Rede de Neuras

Alexandre Oliva

Publicado na vigésima-nona edição, de agosto de 2011, da Revista Espírito Livre.

Li nalgum lugar (por sorte não era copyleft, porque não guardei a fonte) como treinam elefantes para não fugir: amarrando-os, ainda filhotes, a estacas no chão. Ainda pequenos (tanto quanto elefantes podem ser pequenos) fazem força para tentar se libertar, mas não conseguem. Resultado: aprendem que a estaca é uma prisão inescapável e crescem sem desafiar novamente a estaca e a corda.

Elefantes nunca esquecem. Não percebem que sua força cresce com eles. Ao contrário, carregam para toda a vida a memória traumática da prisão inescapável. É uma prisão para sua mente, como na Matrix, no 1984 e nos governos tiranos e plutocráticos que vêm finalmente sendo desafiados por povos ao redor do mundo. Para que o prisioneiro não escape dessa prisão mental, não pode sequer considerar a possibilidade de desafiá-la, ou a malha dessa rede de neuras se desfaz.

Produzem efeito semelhante sobre filhotes de outra espécie frases como “não mexa que vai estragar!” e “pra olhar não precisa da mão!”; a criança cresce ouvindo que não pode tentar descobrir como as coisas funcionam, que deve respeitar sem questionar as autoridades de pais, professores, mais velhos, governos e leis. Vai sendo domada, castrada em sua curiosidade e criatividade, (trans|de)formada para cumprir seu papel passivo na base da pirâmide de consumo, conforme planejado pelos plutocratas industriais e demais figuras autoritárias do tecido social que, trançado, forma essa rede de neuras.

Peço uma linha de silêncio para uma prece em homenagem a todos os espíritos hackers tão tragicamente assassinados.
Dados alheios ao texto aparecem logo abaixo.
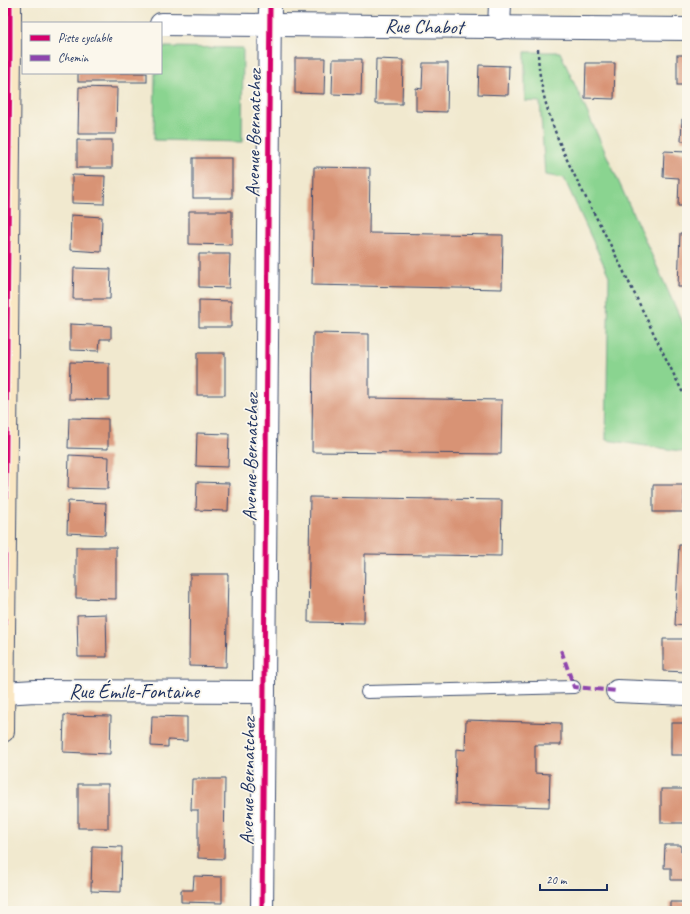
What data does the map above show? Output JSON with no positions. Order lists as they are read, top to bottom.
{
  "streets": {
    "street": ["Rue Chabot", "Avenue Bernatchez", "Rue Émile-Fontaine"]
  },
  "crossings": [
    ["Rue Chabot", "Avenue Bernatchez"],
    ["Avenue Bernatchez", "Rue Émile-Fontaine"]
  ],
  "legend": ["Piste cyclable", "Chemin"],
  "scale_bar": "20 m"
}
... amém! É o que o filhote aprende a dizer pra autoridade. Aí, quando um Gates, Ellison, Jobs ou similar diz “não ponha a mão aí!” ou “não, não pode ver!”, acham normal, mesmo que já tenham crescido e se creiam donos do próprio nariz, ou tromba. Quando o banco ou a Receita Federal lhes diz que um programa espião “precisa ser instalado no seu computador, para sua própria segurança”, aceitam sem questionar. Quando a polícia ou o desenvolvedor do sistema operacional do telefone-cela decide rastreá-los com sinais eletrônicos, biometria e câmeras por toda parte (ó o 1984 aí de novo, gente!), interceptar e registrar todas as comunicações com a desculpa de manter a lei e a ordem, ficam olhando pra corda que os amarra e pra estaca enfiada no coração da liberdade democrática, sem se dar conta de que, sem a proteção à intimidade e aos direitos civis, a lei e a ordem logo deixam de emanar do povo, pelo povo e para o povo, servindo para manter no poder quem deveria servir ao público, mas controla os mecanismos de controle.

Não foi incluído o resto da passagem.